作者: Nana Matoba1,2, Ivana Y. Quiroga3, Douglas H. Phanstiel*3,4, Hyejung Won*1,2 1Department of Genetics,University of North Carolina, 2Neuroscience Center,University of North Carolina, 3Thurston Arthritis Research Center,University of North Carolina, 4Department of Cell Biology and Physiology,University of North Carolina
简介:

Overview

This study presents a protocol for identifying the functional implications of non-coding variants linked to Alzheimer's disease through genome-wide association studies (GWAS). By utilizing three-dimensional chromatin interactions, the protocol aims to predict target genes affected by these risk variants.

Key Study Components

Area of Science

  • Neuroscience
  • Genomics
  • Bioinformatics

Background

  • GWAS have identified genomic regions associated with human traits and diseases.
  • The biological impact of risk variants remains unclear.
  • Understanding risk genes is crucial for elucidating disease mechanisms.
  • This research focuses on Alzheimer's disease and its genetic risk factors.

Purpose of Study

  • To develop a computational protocol for predicting target genes of GWAS risk variants.
  • To link SNPs to genes using chromatin interaction profiles.
  • To explore the developmental expression profiles of Alzheimer's risk genes.

Methods Used

  • Setting up in R to generate G ranges objects for SNPs.
  • Positional mapping of SNPs with promoter and exonic regions.
  • Using Hi-C datasets to link SNPs to target genes based on proximity.
  • Performing gene annotation enrichment analysis with Homer.

Main Results

  • 284 AD credible SNPs were mapped to 112 AD risk genes.
  • Identified genes were associated with amyloid precursor proteins and immune response.
  • Developmental expression profiles showed postnatal enrichment of AD risk genes.
  • High expression in microglia supports the immune basis of Alzheimer's disease.

Conclusions

  • The protocol effectively identifies genes linked to Alzheimer's disease risk variants.
  • Results can inform future therapeutic strategies and diagnostics.
  • Further validation can be achieved using CRISPR-based technologies.

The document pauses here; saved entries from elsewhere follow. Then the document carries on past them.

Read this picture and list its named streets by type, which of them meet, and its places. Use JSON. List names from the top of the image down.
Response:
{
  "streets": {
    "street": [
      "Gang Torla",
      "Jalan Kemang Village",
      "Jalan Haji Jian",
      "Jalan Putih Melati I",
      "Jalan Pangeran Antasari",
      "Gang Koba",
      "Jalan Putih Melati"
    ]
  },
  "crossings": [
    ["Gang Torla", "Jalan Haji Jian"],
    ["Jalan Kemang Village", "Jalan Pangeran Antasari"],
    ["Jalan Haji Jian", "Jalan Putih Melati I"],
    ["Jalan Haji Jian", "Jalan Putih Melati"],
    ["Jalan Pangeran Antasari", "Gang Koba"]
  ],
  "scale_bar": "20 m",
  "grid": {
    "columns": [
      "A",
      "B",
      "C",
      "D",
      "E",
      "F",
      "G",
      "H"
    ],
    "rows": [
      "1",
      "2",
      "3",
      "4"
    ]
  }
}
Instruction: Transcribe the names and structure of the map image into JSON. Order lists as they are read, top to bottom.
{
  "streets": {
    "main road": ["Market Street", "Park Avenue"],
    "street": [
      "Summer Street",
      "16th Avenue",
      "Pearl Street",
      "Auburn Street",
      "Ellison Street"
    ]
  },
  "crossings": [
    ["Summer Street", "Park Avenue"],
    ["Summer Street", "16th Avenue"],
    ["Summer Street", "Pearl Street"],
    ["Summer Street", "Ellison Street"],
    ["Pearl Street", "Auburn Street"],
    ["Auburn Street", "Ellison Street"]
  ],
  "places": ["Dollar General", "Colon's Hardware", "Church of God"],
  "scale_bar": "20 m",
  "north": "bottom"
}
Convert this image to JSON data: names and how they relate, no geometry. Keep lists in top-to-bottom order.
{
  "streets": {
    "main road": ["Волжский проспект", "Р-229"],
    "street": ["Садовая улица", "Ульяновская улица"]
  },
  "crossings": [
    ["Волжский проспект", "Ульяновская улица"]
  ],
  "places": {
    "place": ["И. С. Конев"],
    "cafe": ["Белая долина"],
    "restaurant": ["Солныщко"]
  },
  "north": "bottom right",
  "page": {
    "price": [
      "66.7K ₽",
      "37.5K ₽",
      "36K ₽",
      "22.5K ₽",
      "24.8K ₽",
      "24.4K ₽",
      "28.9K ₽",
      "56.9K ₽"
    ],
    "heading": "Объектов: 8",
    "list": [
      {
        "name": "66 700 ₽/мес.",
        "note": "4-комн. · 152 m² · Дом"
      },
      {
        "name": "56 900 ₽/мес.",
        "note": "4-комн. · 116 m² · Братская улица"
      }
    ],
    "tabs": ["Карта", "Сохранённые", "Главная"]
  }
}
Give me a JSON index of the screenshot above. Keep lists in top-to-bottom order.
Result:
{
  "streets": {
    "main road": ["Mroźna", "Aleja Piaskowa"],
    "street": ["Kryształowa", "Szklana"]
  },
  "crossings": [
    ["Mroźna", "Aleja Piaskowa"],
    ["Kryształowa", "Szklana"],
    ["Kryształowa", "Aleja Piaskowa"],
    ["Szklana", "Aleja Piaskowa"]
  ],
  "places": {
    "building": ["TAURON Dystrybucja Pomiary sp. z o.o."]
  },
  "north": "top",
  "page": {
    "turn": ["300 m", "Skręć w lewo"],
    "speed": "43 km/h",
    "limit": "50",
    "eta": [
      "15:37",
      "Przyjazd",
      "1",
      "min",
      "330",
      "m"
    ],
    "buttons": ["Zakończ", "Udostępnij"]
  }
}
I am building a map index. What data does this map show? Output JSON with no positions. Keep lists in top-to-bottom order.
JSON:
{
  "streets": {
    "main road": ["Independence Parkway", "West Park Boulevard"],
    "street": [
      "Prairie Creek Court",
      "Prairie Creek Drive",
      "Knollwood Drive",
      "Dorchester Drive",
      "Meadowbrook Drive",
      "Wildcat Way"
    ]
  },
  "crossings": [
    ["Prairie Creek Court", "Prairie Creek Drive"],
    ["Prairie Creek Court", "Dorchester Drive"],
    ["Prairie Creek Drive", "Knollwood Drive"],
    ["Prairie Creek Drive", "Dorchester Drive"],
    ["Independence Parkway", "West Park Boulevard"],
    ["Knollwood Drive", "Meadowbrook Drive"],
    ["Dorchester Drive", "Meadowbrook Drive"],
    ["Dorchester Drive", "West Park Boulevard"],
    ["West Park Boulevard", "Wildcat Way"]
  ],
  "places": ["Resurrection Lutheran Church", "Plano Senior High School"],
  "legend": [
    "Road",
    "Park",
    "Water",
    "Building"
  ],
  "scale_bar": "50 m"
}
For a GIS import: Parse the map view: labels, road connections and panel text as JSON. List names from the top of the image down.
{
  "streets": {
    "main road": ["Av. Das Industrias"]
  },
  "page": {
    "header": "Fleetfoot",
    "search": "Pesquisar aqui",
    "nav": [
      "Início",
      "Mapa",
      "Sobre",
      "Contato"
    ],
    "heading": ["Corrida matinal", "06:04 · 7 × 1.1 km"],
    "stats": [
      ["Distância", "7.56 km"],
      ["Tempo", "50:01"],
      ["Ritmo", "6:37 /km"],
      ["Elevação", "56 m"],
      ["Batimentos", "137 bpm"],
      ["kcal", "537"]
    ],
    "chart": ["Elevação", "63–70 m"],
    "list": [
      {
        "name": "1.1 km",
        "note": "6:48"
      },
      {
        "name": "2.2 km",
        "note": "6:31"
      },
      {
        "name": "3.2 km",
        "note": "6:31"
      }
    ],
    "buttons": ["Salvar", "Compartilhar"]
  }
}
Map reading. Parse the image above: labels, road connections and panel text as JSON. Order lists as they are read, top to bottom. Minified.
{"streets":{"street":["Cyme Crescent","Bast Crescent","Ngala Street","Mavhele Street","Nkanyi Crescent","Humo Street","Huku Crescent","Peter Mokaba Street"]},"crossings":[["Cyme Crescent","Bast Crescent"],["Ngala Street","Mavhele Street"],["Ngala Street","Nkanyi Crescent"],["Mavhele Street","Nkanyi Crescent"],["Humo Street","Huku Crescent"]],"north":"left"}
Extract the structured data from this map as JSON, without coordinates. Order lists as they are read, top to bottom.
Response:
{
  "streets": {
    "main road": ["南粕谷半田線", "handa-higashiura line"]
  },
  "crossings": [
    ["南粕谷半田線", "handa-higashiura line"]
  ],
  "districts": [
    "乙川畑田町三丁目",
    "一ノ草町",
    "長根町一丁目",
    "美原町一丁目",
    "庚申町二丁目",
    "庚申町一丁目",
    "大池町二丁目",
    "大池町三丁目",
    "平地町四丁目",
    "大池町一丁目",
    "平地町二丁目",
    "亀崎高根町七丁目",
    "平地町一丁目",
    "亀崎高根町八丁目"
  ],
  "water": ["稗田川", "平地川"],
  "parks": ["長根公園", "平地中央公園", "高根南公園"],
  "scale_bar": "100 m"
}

Frequently Asked Questions

What is the main focus of this study?
The study focuses on identifying the functional implications of non-coding variants related to Alzheimer's disease through GWAS.
What methods are used in this protocol?
The protocol involves computational analysis using R, positional mapping, and Hi-C datasets to link SNPs to target genes.
How many SNPs were investigated in this study?
A total of 800 credible SNPs were investigated.
What are the implications of the findings?
The findings can help in understanding the biological impact of Alzheimer's disease risk variants and inform therapeutic approaches.
What is the significance of using Hi-C data?
Hi-C data allows for the identification of genes affected by risk variants even if they are located far away in the genome.
What future studies could build on this research?
Future studies could validate the findings using CRISPR technologies and explore other functional genomic datasets.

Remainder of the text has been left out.